About this task: Please find how many lines of the data contain the string "Minified", and respond with that number only.

[Opening Information supplied section]

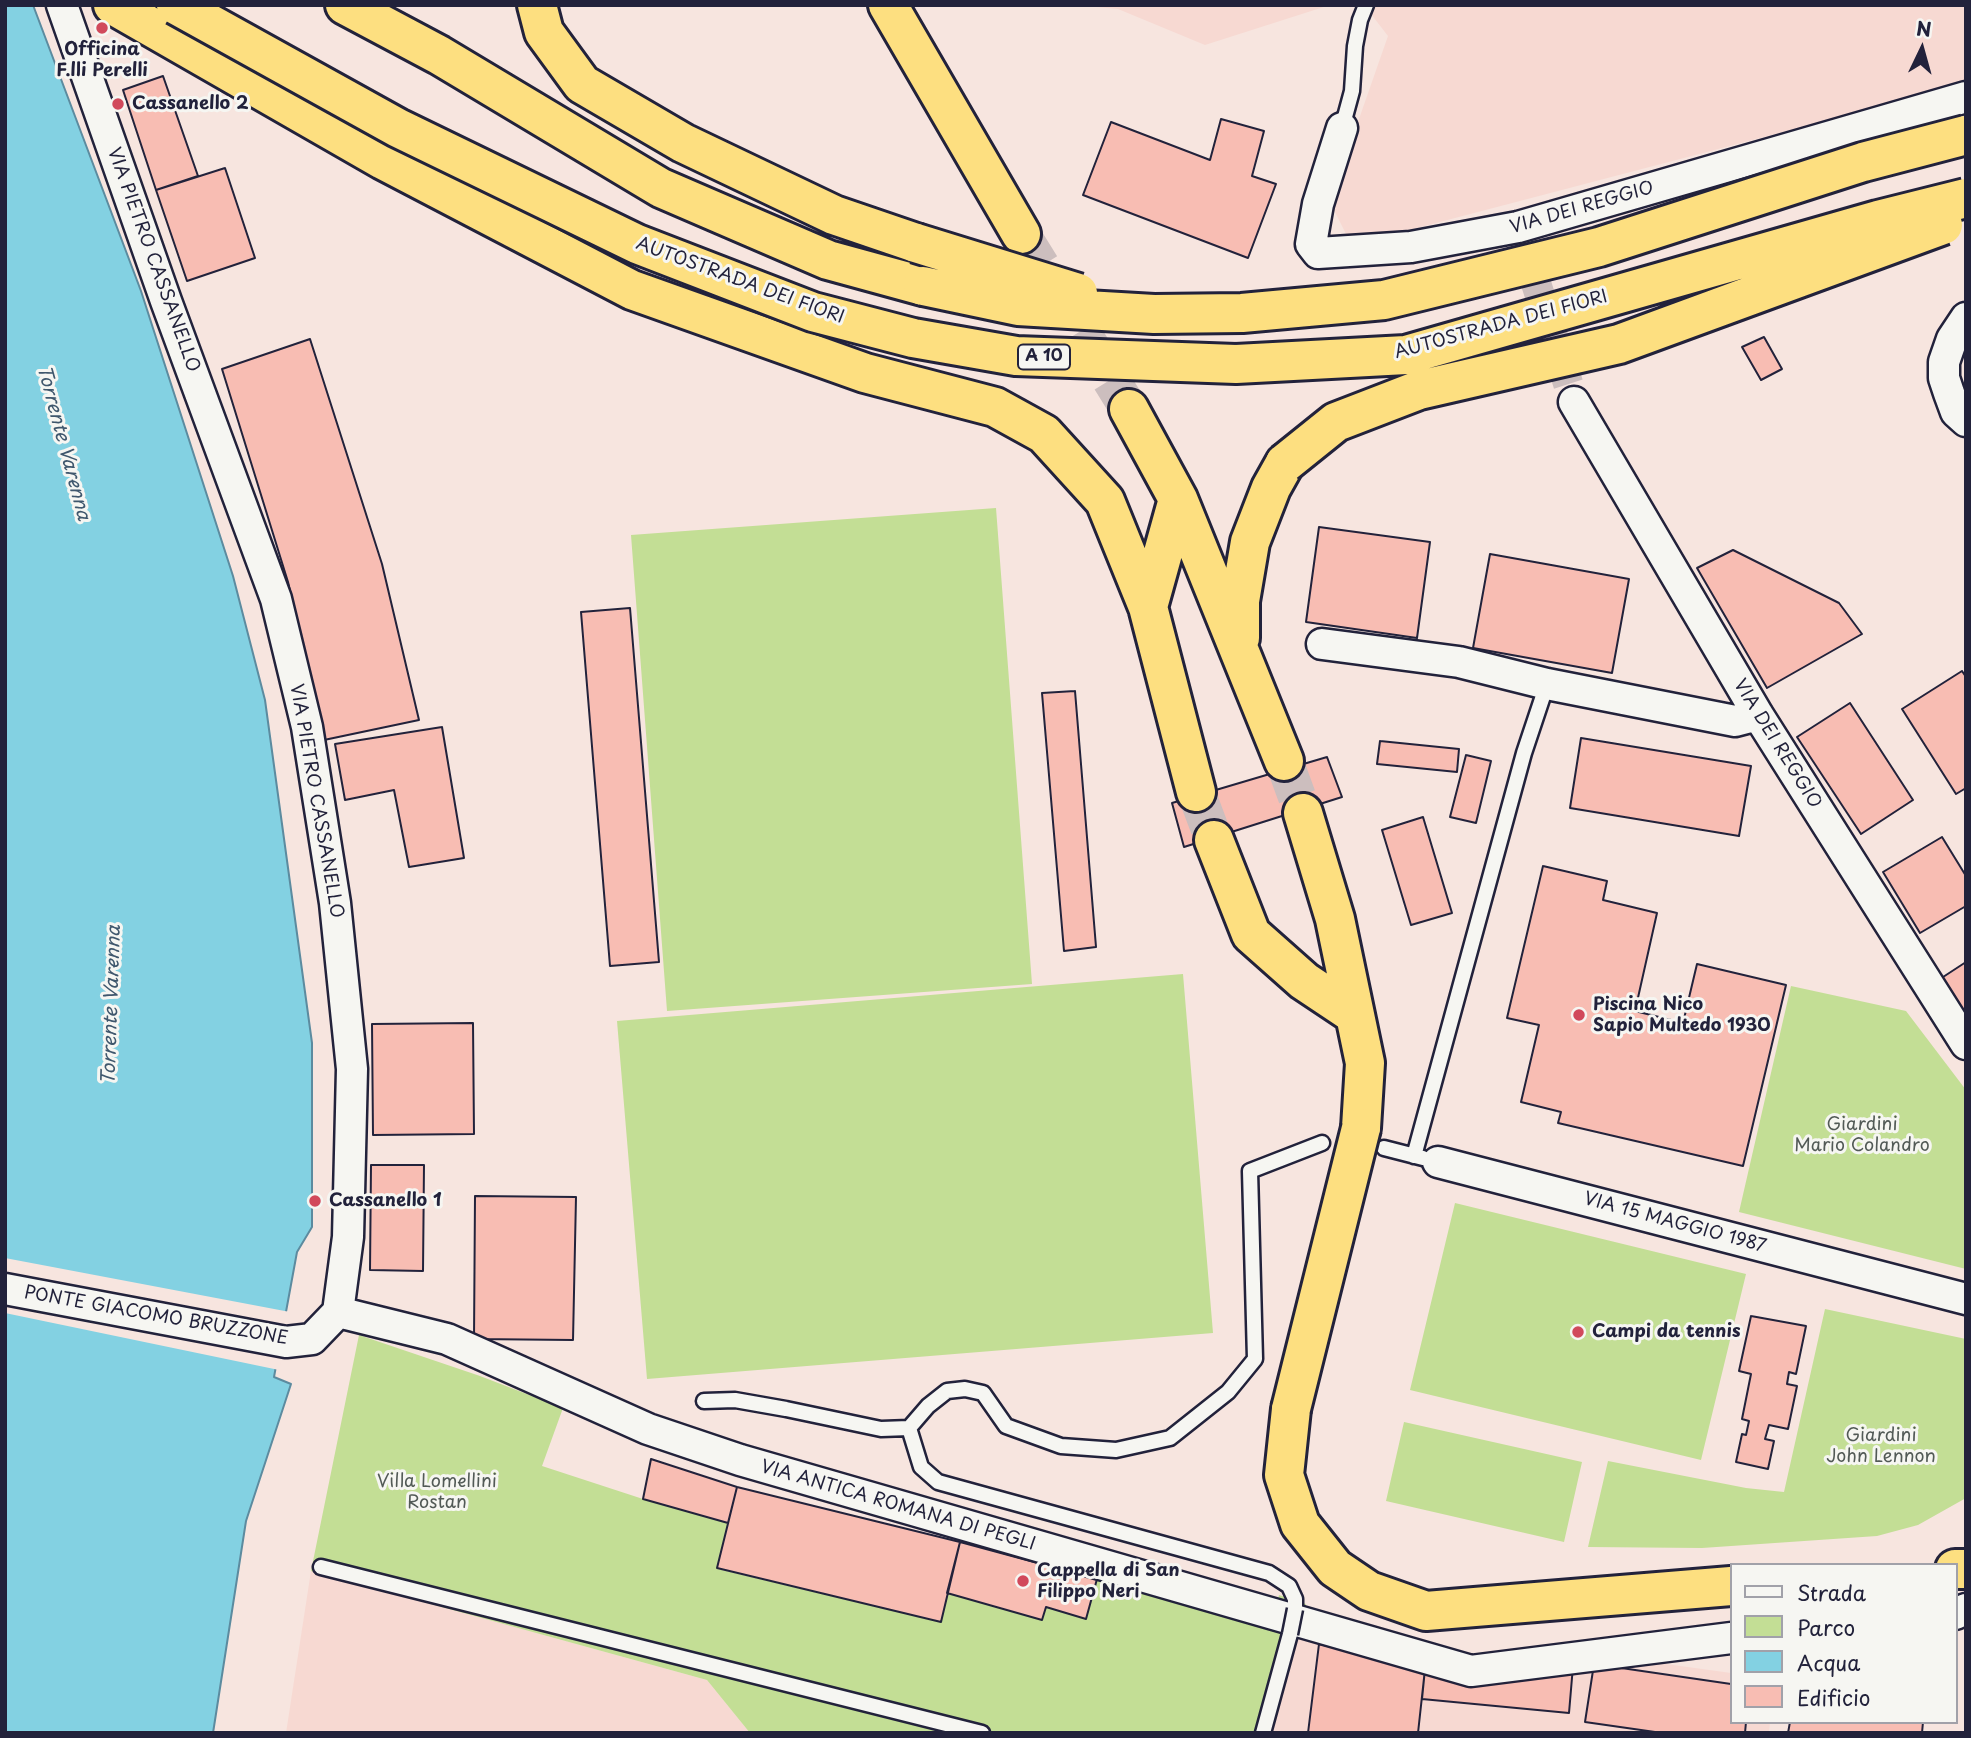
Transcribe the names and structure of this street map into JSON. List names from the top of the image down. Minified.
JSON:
{"streets":{"highway":["AUTOSTRADA DEI FIORI","A 10"],"street":["VIA DEI REGGIO","VIA PIETRO CASSANELLO","VIA 15 MAGGIO 1987","PONTE GIACOMO BRUZZONE","VIA ANTICA ROMANA DI PEGLI"]},"crossings":[["VIA PIETRO CASSANELLO","PONTE GIACOMO BRUZZONE"],["VIA PIETRO CASSANELLO","VIA ANTICA ROMANA DI PEGLI"],["PONTE GIACOMO BRUZZONE","VIA ANTICA ROMANA DI PEGLI"]],"water":["Torrente Varenna"],"parks":["Giardini Mario Colandro","Giardini John Lennon","Villa Lomellini Rostan"],"places":["Officina F.lli Perelli","Cassanello 2","Piscina Nico Sapio Multedo 1930","Cassanello 1","Campi da tennis","Cappella di San Filippo Neri"],"legend":["Strada","Parco","Acqua","Edificio"],"north":"top"}
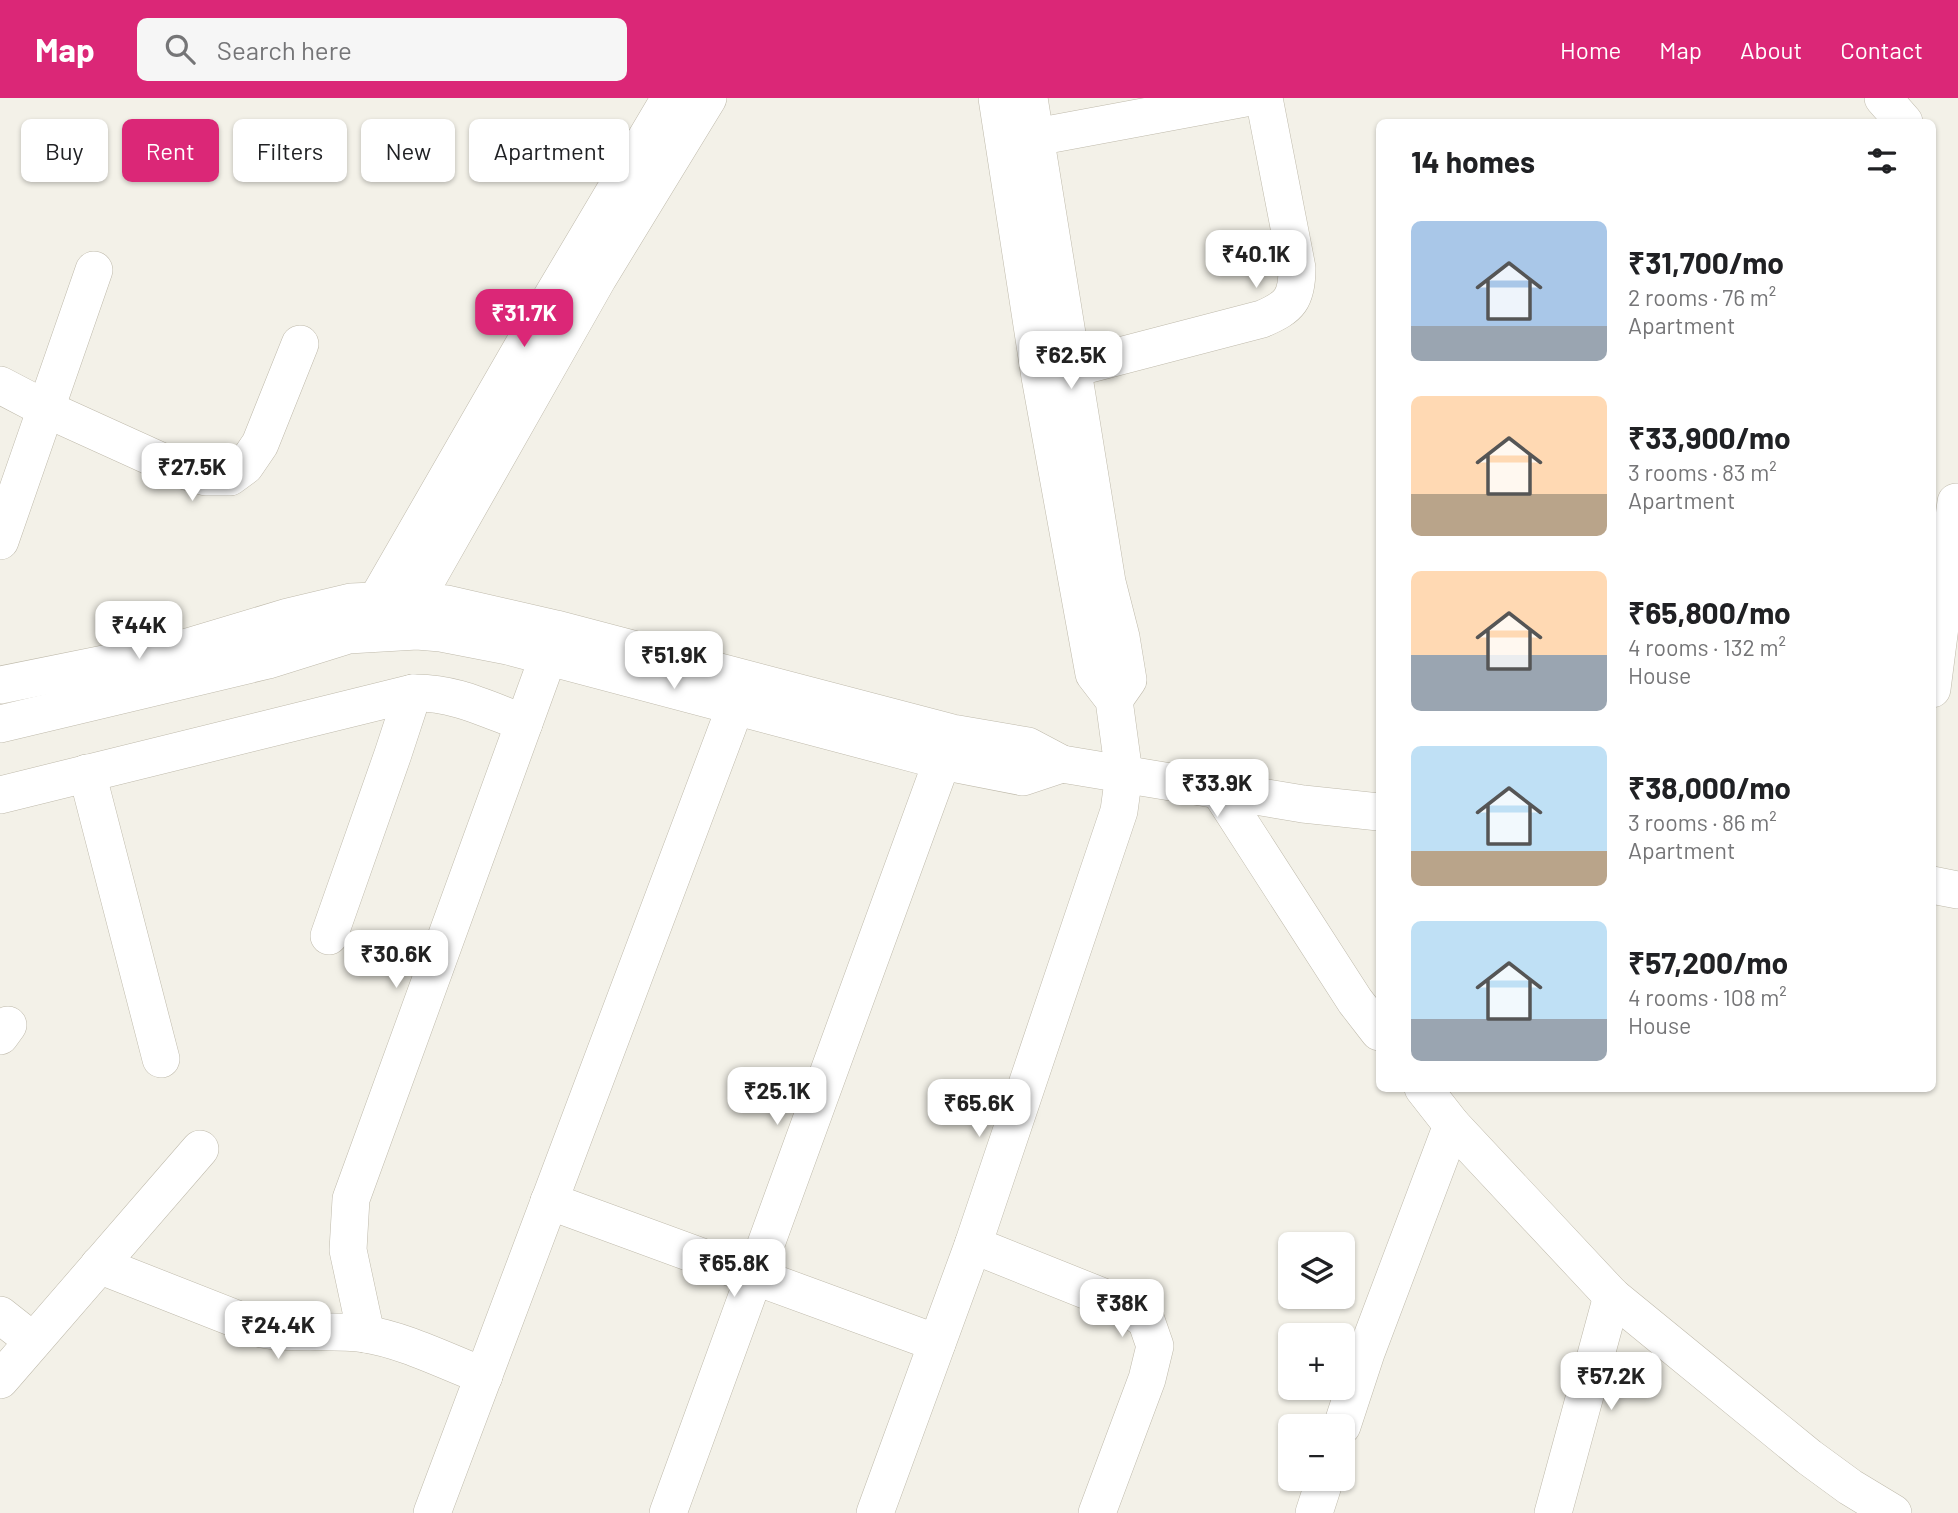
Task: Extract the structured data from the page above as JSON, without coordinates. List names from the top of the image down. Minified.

[Closing Information supplied section]

Completed exercise: 2